UN CETM Panel merupakan panel yang diinisiasi pada COP 28 pada Desember 2023 yang kemudian secara resmi diluncurkan pada April 2024. Panel CETM beranggotakan 24 perwakilan dari pemerintah negara, termasuk Indonesia; dan 14 aktor non-negara, dari berbagai kawasan. Dalam prosesnya, panel ini dibagi ke dalam 4 kelompok kerja yang fokus pada isu berbeda yakni: 1) Benefit sharing, local value addition and economic diversification; 2) Transparent and fair trade and investments; 3) Sustainable, responsible and just value chains; dan 4) Mineral value chain stability and resilience. Panel ini kemudian menghasilkan 7 Guiding Principles serta 5 Actionable Recommendations.
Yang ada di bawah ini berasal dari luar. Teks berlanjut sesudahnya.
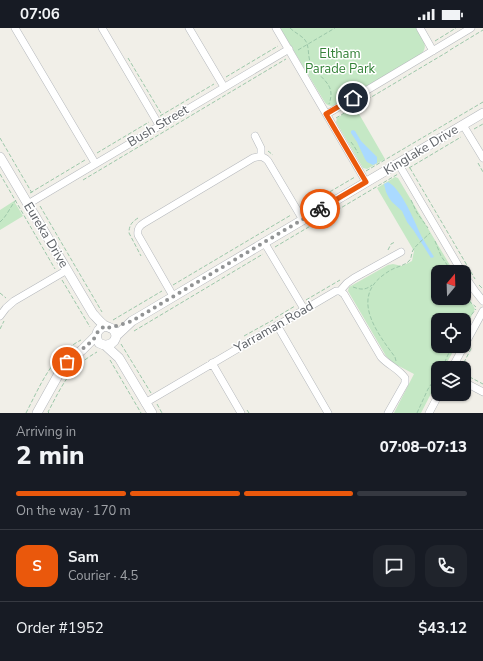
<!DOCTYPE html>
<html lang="en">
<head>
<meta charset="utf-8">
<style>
	body { margin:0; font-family:"Nunito Sans",sans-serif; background:#20242c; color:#f1f3f6; height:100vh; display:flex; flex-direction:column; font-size:15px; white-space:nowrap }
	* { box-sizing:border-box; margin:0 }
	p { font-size:13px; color:#9ea1a6 }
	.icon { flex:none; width:22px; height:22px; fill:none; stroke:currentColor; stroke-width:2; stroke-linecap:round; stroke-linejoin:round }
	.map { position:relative; height:385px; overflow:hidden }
	.side { display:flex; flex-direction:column; background:#171b24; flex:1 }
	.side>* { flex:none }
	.needle { width:26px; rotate:19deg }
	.controls { position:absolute; left:431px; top:237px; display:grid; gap:8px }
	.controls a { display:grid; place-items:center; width:40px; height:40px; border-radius:8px; background:#171b24; box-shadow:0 1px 3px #0004; font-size:20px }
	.pin { position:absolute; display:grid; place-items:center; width:34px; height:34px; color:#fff; margin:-17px; border:2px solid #fff; border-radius:50%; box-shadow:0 1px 4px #0007 }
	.courier { position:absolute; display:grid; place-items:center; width:40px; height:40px; margin:-20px; border:3px solid #ea580c; border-radius:50%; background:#fff; color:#222; box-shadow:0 1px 5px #0007 }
	.summary em { font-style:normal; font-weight:800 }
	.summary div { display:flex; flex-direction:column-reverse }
	.summary { display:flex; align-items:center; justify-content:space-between; height:68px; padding:0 16px }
	h1 { font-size:26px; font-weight:800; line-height:30px }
	.bar { display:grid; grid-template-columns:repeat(4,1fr); gap:6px 4px; align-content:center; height:48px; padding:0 16px }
	.bar i { height:5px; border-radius:3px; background:#363941 }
	.bar .on { background:#ea580c }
	.bar p { grid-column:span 4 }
	.line { display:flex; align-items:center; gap:10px; padding:0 16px; border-top:1px solid #363941 }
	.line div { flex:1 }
	.round { display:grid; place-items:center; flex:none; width:42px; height:42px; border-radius:12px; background:#20242c }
	.status { display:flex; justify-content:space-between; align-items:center; height:28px; padding:0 20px; background:#171b24; direction:ltr }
	.status svg { height:11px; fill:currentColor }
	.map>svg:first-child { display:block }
	.green { fill:#c5e8c5 }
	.water { fill:#aadaff }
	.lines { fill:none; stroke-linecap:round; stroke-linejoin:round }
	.minor-casing { stroke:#b5b8bc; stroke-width:8 }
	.tertiary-casing { stroke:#b5b8bc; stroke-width:10 }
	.path { stroke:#9cc7a9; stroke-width:1; stroke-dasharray:4 2; stroke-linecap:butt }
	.minor { stroke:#fff; stroke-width:7 }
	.tertiary { stroke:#fff; stroke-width:9 }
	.done { stroke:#929495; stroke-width:4; stroke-dasharray:0 7.2 }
	.route { stroke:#ea580c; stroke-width:5 }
	.labels { text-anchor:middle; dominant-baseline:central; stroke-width:3; stroke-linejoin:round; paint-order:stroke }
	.park-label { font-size:13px; fill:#348238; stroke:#fff }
	.street-label { font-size:13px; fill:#5f6368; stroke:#fff }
</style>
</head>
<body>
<div class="status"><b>07:06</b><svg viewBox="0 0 49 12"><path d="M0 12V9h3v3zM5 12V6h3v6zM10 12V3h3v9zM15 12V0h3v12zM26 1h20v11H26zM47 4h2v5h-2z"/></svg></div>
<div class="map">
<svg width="483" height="385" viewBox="0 0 483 385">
	<rect width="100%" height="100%" fill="#f1efe8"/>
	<path class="green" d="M280 0H416C421 8 430 18 421 26L334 78C329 78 326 77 324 73Z
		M355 79 385 131 367 141 363 140 336 94 337 90Z
		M395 149 398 150 454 244H438V270H464V261L475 281 464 303V292H438V318H456L444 340H438V352L421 385H394L414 346 393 335 386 328 348 263 349 259 388 237 393 236 402 238 412 233 414 223 377 160Z
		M14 173 23 188 0 202V182Z"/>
	<path class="water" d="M353 102 355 103 361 113 377 129V135L373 137 367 134 365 131 357 114 351 105V103Z
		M388 154C400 160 413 189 418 201 422 211 429 220 434 229L431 230 414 203 407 194 402 183 392 174 389 170 386 164 384 156Z"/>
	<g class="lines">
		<g class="minor-casing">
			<path id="minor" d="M15 0 95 135
				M102 0 159 97
				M189 0 224 59
				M276 0 366 154
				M420 0 433 23
				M327 86 471 0
				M463 97 483 130
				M255 108 261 120V128
				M398 135 462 244
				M28 176 289 21
				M264 214 304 281
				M464 247 475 263 483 273
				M340 263 344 266 381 329C388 337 399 341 405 350V355L388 385
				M173 268 138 207C137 201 139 198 144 195L253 130 261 128 266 131 268 133 303 192
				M0 288 6 280 14 273 67 242
				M277 297 328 385
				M464 318 483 283
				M212 335 241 385
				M452 340 464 318
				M464 354 483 364
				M145 375 336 263H340L347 255 354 250 401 224
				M429 385 439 366"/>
		</g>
		<g class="tertiary-casing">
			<path id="tertiary" d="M0 129 93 286C96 289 100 294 104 297 108 300 113 299 115 304 119 314 108 320 99 315 94 308 97 300 106 298
				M116 308 132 293 139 289 483 85
				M106 318 119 330 152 385
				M37 385 61 342 67 334 82 322 96 308"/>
		</g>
		<path class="path" d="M290 0C295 5 301 7 305 12 310 18 307 28 311 36 319 51 337 55 329 76
			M435 13 456 0
			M298 22 335 0
			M450 22 483 2
			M128 30 162 87
			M226 49 278 18
			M160 88 214 56
			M336 90 449 23
			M474 101 483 96
			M0 110 32 165
			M351 114 354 118 358 125
			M268 123 273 127
			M97 125 149 94
			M478 135 483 144
			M409 140 461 109
			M410 140 475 251
			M366 143 483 74
			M0 146 55 241
			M83 152 286 31
			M30 165 85 132
			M411 172 417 185 428 200
			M40 178 102 284
			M304 179 355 149
			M138 190C132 194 129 197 129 205L141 228
			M0 194C7 188 10 179 16 172
			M435 213 441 228 452 244
			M275 219 398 146
			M388 222 391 216 395 214
			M62 252 90 299
			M173 257 291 187
			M479 257 483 261
			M353 259C361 262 366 262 372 257
			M464 262 470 274 476 279
			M0 265 6 270
			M306 272 340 252
			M275 290 295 278
			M113 292 162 263
			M464 296 476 281
			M0 301 4 293
			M134 303 263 226
			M244 308 273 292
			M121 316 151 365
			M110 332 141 385
			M396 333 395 329C378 306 351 272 382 248 386 245 390 242 395 240 400 238 405 237 409 233 412 230 411 226 413 222 417 216 425 210 430 205
			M442 340 452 318
			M461 340 472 319
			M464 346 483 356
			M157 376 162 385
			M247 382 249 385
			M26 385C40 358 52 327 81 312
			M49 385 48 384C63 356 69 340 97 324
			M417 385 428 361 438 346"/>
		<use href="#minor" class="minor"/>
		<use href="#tertiary" class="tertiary"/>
	</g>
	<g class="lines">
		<path class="done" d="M67 334 92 313 96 308 98 303 100 301 106 298 110 300 132 293 320 181"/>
		<path class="route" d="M320 181 366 154 326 86 353 70"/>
	</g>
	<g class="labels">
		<g class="park-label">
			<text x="340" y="26">Eltham<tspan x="340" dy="15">Parade Park</tspan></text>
		</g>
		<g class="street-label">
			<text transform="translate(158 98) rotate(-31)">Bush Street</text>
			<text transform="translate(421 122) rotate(-31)">Kinglake Drive</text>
			<text transform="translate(46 207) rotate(59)">Eureka Drive</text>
			<text transform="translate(274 299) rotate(-30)">Yarraman Road</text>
		</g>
	</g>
</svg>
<div class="controls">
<a><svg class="needle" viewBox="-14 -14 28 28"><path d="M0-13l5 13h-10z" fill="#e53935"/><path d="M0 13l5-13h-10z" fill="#9ea1a6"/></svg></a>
<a><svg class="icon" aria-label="locate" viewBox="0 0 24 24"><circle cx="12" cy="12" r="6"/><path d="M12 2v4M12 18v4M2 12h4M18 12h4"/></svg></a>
<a><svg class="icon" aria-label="layers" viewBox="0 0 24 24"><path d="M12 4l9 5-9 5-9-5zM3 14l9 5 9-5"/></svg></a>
</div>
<div class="pin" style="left:67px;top:334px;background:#ea580c"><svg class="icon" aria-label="bag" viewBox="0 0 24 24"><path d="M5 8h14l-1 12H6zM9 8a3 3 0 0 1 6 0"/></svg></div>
<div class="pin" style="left:353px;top:70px;background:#1f2937"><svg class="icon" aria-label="home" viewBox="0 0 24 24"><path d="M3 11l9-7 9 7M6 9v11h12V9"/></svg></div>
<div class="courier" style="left:320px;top:181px"><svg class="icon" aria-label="bike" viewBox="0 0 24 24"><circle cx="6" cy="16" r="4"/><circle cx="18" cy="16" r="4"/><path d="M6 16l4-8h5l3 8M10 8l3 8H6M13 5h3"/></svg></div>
</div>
<section class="side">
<div class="summary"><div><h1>2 min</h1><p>Arriving in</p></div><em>07:08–07:13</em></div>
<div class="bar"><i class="on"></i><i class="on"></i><i class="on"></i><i></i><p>On the way · 170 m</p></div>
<div class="line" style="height:72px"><b class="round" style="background:#ea580c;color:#fff">S</b><div><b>Sam</b><p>Courier · 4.5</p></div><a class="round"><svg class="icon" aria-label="chat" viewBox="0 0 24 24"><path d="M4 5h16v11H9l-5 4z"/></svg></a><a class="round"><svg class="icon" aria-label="phone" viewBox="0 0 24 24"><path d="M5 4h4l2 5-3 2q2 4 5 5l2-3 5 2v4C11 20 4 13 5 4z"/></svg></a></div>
<div class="line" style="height:52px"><div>Order #1952</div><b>$43.12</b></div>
</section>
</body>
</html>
Dwiki kemudian menyandingkan UN CETM Panel dengan regulasi Uni Eropa seperti EU New Battery Regulation dan EU CRMA. Secara umum, EU New Battery Regulations mengatur persyaratan wajib untuk semua baterai yang masuk ke pasar Uni Eropa (kecuali untuk keperluan militer, luar angkasa, dan nuklir). Hal ini termasuk penetapan standar keberlanjutan untuk baterai sepanjang siklus hidupnya dan juga siklus daur ulangnya, yang mencakup penetapan ambang batas jejak karbon dan due diligence dalam proses sourcing bahan mentah. Lanjutnya, EU New Battery Regulations fokus mengatur pasokan baterai mentah yang telah berada di Uni Eropa serta mengurangi dependensi terhadap virgin raw material. Di sisi lain, hal ini cenderung bertolak belakang dengan EU CRMA yang bertujuan untuk mengamankan rantai pasok dan akses bahan mentah bagi Uni Eropa. UN CETM panel di sisi lain tidak memiliki kapasitas untuk muncul sebagai kerangka kerja yang melindungi negara produsen dan masyarakat lokal karena bersifat non-binding dan hanya berfungsi sebagai biru yang dapat diadopsi oleh negara-negara ke dalam kebijakan nasional masing-masing
EU CRMA yang memiliki cakupan yang lebih luas dan kompleks mengatur upaya-upaya peningkatan ketahanan rantai pasok di kawasan serta memperkuat keterlibatan internasional untuk mengembangkan kemitraan yang saling menguntungkan dengan negara ketiga. Sehingga hal ini tentu saja mencakup upaya mengamankan hulu produksi atau akses terhadap ekstraksi sumber daya mineral yang menjadi tahapan pertama dari rantai pasok. Hal ini mendorong operasi pertambangan dan eksplorasi pertambangan baru demi kepentingan pemenuhan kebutuhan sumber daya mineral.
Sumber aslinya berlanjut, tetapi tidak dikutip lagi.